Now, this isn’t such a bad thing. I really like having a big family so having another group of relatives to hang out with is great.
But what happens when the family gets demanding on your time? What happens when they expect you to follow their rules of when, where, and what you should be doing? What happens when they call the shots without even considering what you need or are available for?
I’m pretty lucky in the sense that both sets of parents for me are really understanding about us having our own lives and knowing that we will make time for them as much as we can.
But I definitely am aware that, in this culture, this is rare. There are a lot of parents who expect a lot more than that from their children and their spouse. I don’t know if it’s worse if you are the son-in-law or the daughter-in-law. I think it probably depends on the situation and the relationship the child has with their parents to start with.
Let’s add one more complication. The expectation that we grow up with to be the perfect daughter-/son-in-law.

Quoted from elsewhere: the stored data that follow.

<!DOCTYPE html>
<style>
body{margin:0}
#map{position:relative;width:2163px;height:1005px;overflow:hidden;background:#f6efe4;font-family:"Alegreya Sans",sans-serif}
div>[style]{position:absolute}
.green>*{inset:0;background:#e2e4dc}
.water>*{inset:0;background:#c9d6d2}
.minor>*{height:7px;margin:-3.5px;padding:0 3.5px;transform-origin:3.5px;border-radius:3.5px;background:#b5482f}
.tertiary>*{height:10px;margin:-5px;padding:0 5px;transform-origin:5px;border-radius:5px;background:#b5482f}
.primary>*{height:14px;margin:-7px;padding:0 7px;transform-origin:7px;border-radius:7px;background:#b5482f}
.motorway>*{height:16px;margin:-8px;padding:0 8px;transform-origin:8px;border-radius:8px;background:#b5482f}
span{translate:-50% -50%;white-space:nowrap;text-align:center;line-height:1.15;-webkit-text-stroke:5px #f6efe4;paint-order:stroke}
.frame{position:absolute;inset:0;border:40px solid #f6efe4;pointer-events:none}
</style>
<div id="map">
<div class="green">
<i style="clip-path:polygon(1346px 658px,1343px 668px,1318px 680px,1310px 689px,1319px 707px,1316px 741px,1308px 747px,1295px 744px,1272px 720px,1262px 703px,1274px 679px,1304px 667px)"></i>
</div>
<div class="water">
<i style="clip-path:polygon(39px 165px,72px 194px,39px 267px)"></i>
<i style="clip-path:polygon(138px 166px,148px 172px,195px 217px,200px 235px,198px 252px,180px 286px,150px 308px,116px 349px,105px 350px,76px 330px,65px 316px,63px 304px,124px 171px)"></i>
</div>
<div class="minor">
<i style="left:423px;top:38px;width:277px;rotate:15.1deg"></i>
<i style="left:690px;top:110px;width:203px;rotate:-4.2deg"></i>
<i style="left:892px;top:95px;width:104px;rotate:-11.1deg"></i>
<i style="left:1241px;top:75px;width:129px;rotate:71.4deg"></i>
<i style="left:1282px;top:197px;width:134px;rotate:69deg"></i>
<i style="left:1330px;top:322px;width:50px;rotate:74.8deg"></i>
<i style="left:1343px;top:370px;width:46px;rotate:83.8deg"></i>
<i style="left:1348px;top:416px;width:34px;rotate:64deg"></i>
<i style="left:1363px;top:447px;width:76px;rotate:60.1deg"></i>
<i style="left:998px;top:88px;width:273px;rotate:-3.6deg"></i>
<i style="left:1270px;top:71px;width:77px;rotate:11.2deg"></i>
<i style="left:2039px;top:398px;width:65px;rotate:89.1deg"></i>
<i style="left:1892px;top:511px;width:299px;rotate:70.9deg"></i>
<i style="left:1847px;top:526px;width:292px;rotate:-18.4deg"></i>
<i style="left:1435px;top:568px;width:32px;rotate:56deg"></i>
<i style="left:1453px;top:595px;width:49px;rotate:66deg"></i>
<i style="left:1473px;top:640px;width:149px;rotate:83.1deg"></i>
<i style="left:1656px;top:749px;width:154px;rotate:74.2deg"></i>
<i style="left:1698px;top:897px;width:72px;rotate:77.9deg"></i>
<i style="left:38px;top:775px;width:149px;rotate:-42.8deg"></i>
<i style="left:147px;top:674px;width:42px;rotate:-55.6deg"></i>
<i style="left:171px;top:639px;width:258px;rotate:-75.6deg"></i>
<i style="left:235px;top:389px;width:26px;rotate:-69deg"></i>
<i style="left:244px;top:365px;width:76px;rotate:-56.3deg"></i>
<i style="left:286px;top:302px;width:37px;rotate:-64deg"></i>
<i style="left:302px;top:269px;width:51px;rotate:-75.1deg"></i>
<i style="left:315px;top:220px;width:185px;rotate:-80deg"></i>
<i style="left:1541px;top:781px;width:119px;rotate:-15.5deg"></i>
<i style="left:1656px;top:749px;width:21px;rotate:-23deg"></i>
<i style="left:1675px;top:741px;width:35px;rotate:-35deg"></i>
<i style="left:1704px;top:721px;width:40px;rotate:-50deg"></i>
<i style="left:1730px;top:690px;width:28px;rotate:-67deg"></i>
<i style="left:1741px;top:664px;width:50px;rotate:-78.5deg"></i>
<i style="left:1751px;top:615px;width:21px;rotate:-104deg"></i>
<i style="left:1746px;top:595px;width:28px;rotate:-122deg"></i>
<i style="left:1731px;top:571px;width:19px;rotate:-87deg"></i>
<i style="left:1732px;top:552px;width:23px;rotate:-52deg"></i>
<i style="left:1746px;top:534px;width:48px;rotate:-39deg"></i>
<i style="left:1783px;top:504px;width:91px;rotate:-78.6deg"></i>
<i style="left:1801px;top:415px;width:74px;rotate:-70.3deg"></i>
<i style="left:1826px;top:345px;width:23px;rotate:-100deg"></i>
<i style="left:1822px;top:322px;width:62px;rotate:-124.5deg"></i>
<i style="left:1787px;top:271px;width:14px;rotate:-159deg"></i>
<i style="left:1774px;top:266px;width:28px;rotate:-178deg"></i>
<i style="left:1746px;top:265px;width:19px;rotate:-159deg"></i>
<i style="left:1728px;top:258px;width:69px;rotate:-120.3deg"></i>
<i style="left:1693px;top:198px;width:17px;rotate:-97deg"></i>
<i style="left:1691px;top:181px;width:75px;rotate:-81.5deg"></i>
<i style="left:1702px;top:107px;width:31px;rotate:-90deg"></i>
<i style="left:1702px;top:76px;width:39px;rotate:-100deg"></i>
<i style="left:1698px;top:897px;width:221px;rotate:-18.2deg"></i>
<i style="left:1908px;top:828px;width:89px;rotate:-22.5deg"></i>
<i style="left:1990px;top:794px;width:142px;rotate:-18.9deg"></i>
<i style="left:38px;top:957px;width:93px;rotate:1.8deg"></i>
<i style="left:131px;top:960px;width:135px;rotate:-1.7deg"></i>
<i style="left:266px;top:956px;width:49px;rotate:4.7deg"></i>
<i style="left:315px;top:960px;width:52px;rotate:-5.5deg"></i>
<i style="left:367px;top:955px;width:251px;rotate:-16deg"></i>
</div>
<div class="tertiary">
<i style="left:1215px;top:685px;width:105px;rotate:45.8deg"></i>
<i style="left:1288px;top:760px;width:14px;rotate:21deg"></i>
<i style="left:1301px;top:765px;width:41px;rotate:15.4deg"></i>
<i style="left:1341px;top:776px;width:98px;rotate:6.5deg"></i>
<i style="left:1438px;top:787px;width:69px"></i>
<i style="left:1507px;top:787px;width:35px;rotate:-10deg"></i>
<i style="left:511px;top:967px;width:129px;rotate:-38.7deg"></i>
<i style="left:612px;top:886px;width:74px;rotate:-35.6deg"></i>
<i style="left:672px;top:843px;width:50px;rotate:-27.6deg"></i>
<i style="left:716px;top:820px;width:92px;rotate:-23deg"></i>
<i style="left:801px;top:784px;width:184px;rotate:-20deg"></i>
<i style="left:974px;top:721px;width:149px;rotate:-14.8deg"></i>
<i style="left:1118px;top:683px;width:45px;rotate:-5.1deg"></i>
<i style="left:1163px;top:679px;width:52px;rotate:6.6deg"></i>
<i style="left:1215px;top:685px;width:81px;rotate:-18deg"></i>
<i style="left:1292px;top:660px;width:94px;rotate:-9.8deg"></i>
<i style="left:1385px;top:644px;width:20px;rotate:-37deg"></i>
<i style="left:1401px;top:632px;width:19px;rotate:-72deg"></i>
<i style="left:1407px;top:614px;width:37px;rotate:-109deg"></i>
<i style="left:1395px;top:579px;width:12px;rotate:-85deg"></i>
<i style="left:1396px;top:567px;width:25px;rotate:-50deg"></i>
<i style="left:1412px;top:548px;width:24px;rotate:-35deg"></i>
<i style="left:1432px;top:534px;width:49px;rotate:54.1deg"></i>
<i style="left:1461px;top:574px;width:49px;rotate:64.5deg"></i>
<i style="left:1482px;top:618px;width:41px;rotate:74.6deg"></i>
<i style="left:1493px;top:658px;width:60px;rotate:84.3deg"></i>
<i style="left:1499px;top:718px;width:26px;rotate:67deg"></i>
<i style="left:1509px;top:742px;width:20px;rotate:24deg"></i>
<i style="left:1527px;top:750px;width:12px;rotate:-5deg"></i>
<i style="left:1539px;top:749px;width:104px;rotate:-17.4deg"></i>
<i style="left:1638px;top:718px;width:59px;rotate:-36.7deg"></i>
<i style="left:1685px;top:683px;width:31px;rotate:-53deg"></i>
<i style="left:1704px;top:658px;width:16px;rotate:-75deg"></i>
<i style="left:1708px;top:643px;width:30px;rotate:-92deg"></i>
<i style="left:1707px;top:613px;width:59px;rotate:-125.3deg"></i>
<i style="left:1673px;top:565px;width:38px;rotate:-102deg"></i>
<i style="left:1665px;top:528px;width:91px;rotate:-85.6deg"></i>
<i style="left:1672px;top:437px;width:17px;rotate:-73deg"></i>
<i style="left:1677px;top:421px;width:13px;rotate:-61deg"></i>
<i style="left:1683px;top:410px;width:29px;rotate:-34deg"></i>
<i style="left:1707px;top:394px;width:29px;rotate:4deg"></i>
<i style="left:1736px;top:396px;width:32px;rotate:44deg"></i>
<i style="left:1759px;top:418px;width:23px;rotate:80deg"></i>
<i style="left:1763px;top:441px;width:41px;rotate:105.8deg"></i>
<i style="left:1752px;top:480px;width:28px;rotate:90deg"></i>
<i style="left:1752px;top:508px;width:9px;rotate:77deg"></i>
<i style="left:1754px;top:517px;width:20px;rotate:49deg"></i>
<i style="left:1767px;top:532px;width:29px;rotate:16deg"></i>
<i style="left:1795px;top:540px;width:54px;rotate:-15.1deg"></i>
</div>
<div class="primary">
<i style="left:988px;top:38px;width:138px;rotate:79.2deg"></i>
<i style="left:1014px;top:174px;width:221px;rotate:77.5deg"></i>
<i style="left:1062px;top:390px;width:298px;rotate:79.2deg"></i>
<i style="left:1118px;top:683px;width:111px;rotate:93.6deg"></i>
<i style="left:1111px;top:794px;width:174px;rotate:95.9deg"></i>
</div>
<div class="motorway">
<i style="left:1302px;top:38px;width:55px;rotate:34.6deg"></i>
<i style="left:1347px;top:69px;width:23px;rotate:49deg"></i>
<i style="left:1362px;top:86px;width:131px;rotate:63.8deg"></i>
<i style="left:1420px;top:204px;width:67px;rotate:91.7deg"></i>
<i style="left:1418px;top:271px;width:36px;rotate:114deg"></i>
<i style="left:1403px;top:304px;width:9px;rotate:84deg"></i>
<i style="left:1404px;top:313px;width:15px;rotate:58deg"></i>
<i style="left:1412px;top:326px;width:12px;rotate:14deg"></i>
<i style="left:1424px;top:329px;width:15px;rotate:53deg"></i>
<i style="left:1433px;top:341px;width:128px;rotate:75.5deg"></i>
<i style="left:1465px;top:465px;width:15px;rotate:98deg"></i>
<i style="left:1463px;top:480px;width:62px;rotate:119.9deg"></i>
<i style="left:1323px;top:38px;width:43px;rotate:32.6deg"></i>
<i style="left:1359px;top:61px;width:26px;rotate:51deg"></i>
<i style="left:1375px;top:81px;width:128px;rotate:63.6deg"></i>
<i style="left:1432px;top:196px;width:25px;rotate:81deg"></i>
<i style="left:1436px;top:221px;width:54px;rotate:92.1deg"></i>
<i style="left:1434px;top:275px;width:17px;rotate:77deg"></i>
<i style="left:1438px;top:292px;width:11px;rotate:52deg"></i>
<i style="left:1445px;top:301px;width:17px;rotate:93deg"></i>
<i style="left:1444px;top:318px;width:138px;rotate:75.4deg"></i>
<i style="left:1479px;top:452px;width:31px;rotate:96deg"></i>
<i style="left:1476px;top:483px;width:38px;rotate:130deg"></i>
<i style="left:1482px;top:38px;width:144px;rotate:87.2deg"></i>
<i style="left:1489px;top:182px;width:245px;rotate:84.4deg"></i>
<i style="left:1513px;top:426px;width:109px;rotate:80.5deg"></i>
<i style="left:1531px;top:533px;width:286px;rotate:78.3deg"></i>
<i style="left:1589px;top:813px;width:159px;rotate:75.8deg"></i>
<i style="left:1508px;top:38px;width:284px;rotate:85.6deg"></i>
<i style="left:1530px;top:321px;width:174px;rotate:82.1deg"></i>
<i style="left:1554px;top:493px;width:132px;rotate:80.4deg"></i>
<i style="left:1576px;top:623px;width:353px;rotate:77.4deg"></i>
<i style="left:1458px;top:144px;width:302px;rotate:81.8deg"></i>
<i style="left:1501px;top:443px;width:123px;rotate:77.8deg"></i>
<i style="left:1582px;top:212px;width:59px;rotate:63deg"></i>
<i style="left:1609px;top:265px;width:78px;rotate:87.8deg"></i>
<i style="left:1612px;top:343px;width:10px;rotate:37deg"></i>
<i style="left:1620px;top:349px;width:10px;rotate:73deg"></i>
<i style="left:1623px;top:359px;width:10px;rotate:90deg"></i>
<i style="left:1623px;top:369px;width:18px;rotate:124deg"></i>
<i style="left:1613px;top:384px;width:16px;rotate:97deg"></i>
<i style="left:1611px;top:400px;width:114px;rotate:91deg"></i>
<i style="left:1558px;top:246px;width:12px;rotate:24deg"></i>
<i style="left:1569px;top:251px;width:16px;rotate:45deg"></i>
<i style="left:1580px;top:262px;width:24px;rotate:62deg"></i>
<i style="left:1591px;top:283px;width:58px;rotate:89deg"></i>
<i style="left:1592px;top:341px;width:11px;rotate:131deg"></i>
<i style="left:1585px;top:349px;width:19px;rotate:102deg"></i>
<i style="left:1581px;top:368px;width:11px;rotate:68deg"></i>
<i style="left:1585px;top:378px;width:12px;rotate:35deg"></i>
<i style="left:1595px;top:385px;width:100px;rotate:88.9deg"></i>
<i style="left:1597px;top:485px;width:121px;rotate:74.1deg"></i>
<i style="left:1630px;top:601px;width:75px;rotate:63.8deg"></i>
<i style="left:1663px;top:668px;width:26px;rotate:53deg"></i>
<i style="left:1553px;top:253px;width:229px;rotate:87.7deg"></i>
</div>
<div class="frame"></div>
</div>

I think I was supposed to be able to cook everything, clean to perfection, have children, raise them, look perfect, have multiple talents, all while holding down a full time job after achieving a degree or two. I totally failed. I think I’ve accomplished maybe 2 or 3 of that long list. Maybe.
It weighs on me that I don’t fit the idea of perfection when it comes to being the daughter-in-law. But I know that I try my best and I keep going. And luckily, I don’t hear any problems about what I can or cannot do.
Unfortunately, some people do.
The solution to this is to set boundaries. It’s not easy by any means. It’s the only thing though that will keep you from going crazy. And if you have the support of your spouse, it will at least make it that much easier to be able to do this. Boundaries are meant to draw a line with regards to what is acceptable and what isn’t. If your parents or in-laws drop in whenever they want and expect you to drop everything to entertain them, then maybe you need to ask them about calling a day before they plan on coming over to check your schedule.
It won’t be easy. And honestly, it might be a battle on its own.
But, hopefully, in the end, it’s worth it.